* _Action item_
Could the listing below be reproduced exactly, minus its pictures?

* _Records to use_
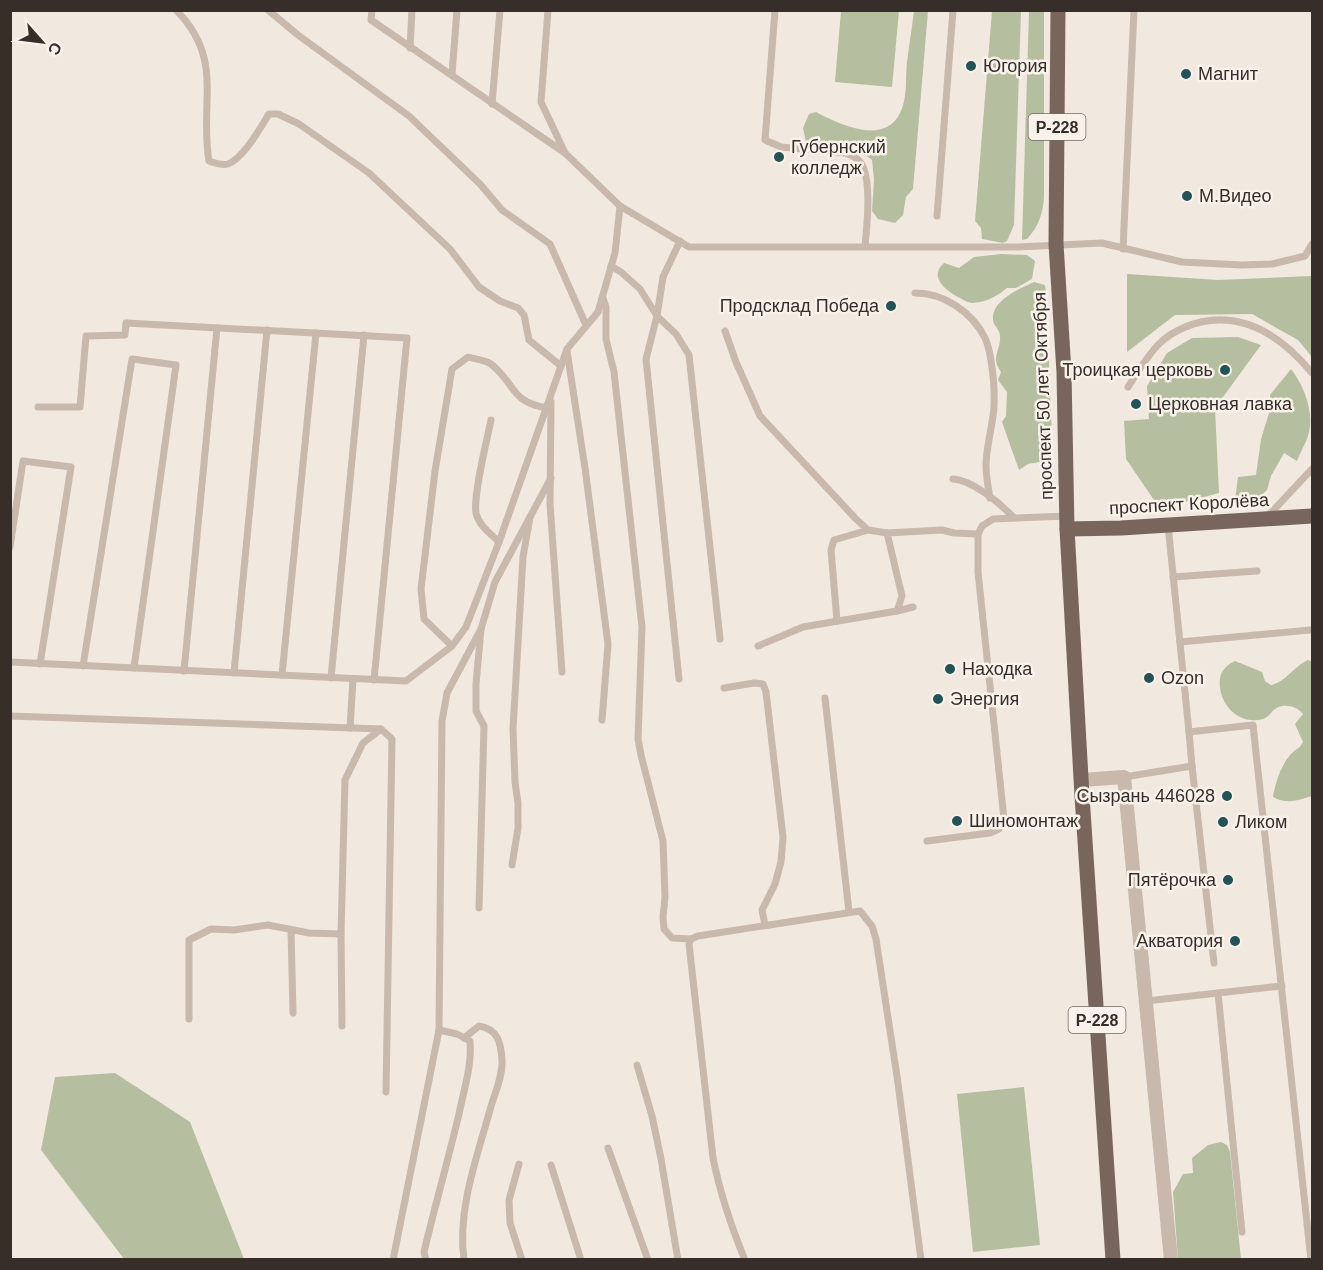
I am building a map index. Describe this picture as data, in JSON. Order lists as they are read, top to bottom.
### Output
{
  "streets": {
    "main road": ["Р-228", "проспект 50 лет Октября", "проспект Королёва"]
  },
  "crossings": [
    ["проспект 50 лет Октября", "проспект Королёва"]
  ],
  "places": [
    "Югория",
    "Магнит",
    "Губернский колледж",
    "М.Видео",
    "Продсклад Победа",
    "Троицкая церковь",
    "Церковная лавка",
    "Находка",
    "Ozon",
    "Энергия",
    "Сызрань 446028",
    "Шиномонтаж",
    "Ликом",
    "Пятёрочка",
    "Акватория"
  ],
  "north": "bottom right"
}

* _Finished task_
I am building a map index. Describe this picture as data, in JSON. Order lists as they are read, top to bottom.
### Output
{
  "streets": {
    "main road": ["Р-228", "проспект 50 лет Октября", "проспект Королёва"]
  },
  "crossings": [
    ["проспект 50 лет Октября", "проспект Королёва"]
  ],
  "places": [
    "Югория",
    "Магнит",
    "Губернский колледж",
    "М.Видео",
    "Продсклад Победа",
    "Троицкая церковь",
    "Церковная лавка",
    "Находка",
    "Ozon",
    "Энергия",
    "Сызрань 446028",
    "Шиномонтаж",
    "Ликом",
    "Пятёрочка",
    "Акватория"
  ],
  "north": "bottom right"
}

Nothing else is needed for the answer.